Bisher werden solche Szenarien in der Partei noch als abwegig abgetan. Dabei verdeutlicht gerade der Blick nach Europa, als wie realistisch sie sich erweisen könnten. In Großbritannien bestimmte die britische Labour-Partei vor vier Jahren per Mitgliedervotum den sozialistischen Hinterbänkler Jeremy Corbyn zum Vorsitzenden. Die Folge war ein offener Bürgerkrieg zwischen Partei und Fraktion, der die Handlungsfähigkeit von Labour massiv beschädigte. Und auch der Dauerstreit im britischen Parlament nach dem Brexit-Votum belegt, dass das Abnicken direktdemokratischer Vorgaben durch Mandatsträger eben kein Selbstläufer ist. Steuert die Sozialdemokratie hier also unbeabsichtigt auf britische Verhältnisse zu?

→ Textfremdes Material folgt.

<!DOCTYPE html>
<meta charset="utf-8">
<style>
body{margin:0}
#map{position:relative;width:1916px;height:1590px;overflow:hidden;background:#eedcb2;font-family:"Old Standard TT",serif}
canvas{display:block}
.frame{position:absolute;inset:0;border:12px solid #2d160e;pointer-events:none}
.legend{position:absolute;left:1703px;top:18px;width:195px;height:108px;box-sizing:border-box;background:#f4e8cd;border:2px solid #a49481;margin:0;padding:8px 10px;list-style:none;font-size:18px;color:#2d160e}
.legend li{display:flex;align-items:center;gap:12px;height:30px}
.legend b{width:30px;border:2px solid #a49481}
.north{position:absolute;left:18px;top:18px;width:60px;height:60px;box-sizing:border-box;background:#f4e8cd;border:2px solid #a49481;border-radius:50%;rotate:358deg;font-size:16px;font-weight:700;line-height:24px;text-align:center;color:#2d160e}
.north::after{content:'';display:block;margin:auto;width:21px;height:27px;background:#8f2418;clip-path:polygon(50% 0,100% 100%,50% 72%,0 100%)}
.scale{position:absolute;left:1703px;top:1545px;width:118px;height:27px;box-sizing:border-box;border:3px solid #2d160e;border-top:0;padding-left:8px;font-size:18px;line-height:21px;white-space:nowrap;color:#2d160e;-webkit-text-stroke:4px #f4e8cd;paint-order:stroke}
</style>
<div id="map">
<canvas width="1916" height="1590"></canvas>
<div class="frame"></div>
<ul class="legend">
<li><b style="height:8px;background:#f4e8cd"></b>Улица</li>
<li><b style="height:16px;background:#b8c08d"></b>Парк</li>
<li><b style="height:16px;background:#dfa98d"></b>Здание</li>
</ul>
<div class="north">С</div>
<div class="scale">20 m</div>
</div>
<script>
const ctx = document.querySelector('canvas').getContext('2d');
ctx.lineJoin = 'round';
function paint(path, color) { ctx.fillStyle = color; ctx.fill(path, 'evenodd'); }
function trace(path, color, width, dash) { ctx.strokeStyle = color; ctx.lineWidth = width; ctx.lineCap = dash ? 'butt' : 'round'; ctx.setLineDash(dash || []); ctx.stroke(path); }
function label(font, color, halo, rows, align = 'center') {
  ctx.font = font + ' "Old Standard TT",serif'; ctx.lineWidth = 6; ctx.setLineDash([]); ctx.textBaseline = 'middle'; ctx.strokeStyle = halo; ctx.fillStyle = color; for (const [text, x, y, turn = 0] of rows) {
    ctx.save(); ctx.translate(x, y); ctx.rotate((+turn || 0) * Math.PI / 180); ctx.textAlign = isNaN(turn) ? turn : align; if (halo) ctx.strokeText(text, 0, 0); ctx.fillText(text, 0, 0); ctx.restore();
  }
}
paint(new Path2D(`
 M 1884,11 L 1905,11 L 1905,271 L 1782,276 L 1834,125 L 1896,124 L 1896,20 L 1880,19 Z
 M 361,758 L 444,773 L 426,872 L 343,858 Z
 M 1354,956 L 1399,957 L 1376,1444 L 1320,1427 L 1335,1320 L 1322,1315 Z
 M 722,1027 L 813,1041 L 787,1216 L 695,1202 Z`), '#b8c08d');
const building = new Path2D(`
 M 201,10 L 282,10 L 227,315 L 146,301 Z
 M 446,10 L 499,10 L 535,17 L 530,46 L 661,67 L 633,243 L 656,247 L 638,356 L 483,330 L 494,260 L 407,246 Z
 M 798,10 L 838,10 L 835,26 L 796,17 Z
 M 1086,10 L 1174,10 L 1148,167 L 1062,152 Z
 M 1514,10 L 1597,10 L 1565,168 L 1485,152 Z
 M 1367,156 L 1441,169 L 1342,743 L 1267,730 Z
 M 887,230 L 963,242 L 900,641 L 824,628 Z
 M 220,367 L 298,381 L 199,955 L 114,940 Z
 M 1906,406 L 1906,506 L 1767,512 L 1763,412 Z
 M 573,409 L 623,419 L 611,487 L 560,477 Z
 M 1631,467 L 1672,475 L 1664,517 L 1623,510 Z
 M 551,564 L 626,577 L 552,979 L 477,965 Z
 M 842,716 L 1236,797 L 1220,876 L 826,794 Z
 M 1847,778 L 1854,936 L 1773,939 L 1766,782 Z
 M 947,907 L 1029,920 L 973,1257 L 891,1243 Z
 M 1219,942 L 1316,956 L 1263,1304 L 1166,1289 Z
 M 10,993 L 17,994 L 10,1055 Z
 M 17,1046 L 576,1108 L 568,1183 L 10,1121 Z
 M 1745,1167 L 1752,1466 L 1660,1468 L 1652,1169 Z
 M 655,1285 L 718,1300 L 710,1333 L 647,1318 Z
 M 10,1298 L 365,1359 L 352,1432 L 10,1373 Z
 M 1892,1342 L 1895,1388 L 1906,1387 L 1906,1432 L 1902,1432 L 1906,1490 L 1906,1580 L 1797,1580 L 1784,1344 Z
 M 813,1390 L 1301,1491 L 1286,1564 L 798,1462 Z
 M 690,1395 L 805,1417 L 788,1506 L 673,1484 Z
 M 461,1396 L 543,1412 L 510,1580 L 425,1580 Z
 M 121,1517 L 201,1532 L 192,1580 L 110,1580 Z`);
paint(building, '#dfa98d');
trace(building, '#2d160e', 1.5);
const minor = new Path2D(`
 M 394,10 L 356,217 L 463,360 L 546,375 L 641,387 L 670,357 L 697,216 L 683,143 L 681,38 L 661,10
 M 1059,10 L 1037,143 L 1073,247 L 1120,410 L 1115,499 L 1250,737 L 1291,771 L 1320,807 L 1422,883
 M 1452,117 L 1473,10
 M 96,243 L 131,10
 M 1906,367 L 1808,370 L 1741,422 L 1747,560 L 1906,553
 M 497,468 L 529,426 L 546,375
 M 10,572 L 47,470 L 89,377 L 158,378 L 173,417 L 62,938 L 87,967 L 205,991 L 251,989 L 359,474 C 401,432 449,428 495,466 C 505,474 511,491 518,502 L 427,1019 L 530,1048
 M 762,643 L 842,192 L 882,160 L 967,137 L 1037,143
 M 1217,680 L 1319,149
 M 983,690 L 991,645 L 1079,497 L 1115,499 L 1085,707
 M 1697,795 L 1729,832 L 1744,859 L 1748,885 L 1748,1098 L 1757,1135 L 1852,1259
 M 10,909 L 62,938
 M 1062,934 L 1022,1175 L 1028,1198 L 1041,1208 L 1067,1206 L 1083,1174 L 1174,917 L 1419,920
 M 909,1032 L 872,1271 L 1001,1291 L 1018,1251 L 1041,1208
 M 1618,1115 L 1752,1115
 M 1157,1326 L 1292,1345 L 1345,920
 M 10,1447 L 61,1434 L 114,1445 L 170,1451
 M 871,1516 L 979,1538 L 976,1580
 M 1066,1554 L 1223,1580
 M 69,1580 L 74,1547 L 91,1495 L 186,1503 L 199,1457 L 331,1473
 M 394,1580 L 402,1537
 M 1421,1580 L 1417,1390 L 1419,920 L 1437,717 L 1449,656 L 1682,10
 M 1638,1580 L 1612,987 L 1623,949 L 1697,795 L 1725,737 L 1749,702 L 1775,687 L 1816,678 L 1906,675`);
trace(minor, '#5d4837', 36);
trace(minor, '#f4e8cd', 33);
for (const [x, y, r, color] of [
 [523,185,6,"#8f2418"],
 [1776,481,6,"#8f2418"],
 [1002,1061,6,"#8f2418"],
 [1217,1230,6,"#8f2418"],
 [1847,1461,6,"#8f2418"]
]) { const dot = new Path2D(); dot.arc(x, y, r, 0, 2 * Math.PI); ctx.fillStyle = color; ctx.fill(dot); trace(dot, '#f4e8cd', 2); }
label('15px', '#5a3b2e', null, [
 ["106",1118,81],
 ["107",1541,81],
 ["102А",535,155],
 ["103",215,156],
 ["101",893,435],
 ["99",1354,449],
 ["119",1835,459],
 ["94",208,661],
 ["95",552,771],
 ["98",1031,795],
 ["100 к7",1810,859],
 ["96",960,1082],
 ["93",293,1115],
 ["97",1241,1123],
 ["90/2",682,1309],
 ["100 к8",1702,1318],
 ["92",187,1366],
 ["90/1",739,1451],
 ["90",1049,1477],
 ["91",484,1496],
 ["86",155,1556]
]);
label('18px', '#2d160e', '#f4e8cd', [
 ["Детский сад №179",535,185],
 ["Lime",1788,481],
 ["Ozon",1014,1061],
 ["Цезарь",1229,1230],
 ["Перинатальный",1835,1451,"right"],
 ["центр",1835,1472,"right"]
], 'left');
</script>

Angesichts dieser Fragen steht nicht nur die Zukunft der deutschen Bundesregierung, sondern auch jene der Sozialdemokraten in den Sternen. Genau 50 Jahre nach dem wegweisenden Versprechen Brandts könnte sich in den kommenden Wochen dabei zeigen, dass die Genossen zwar tatsächlich mehr Demokratie gewagt - aber am Ende kaum etwas gewonnen haben.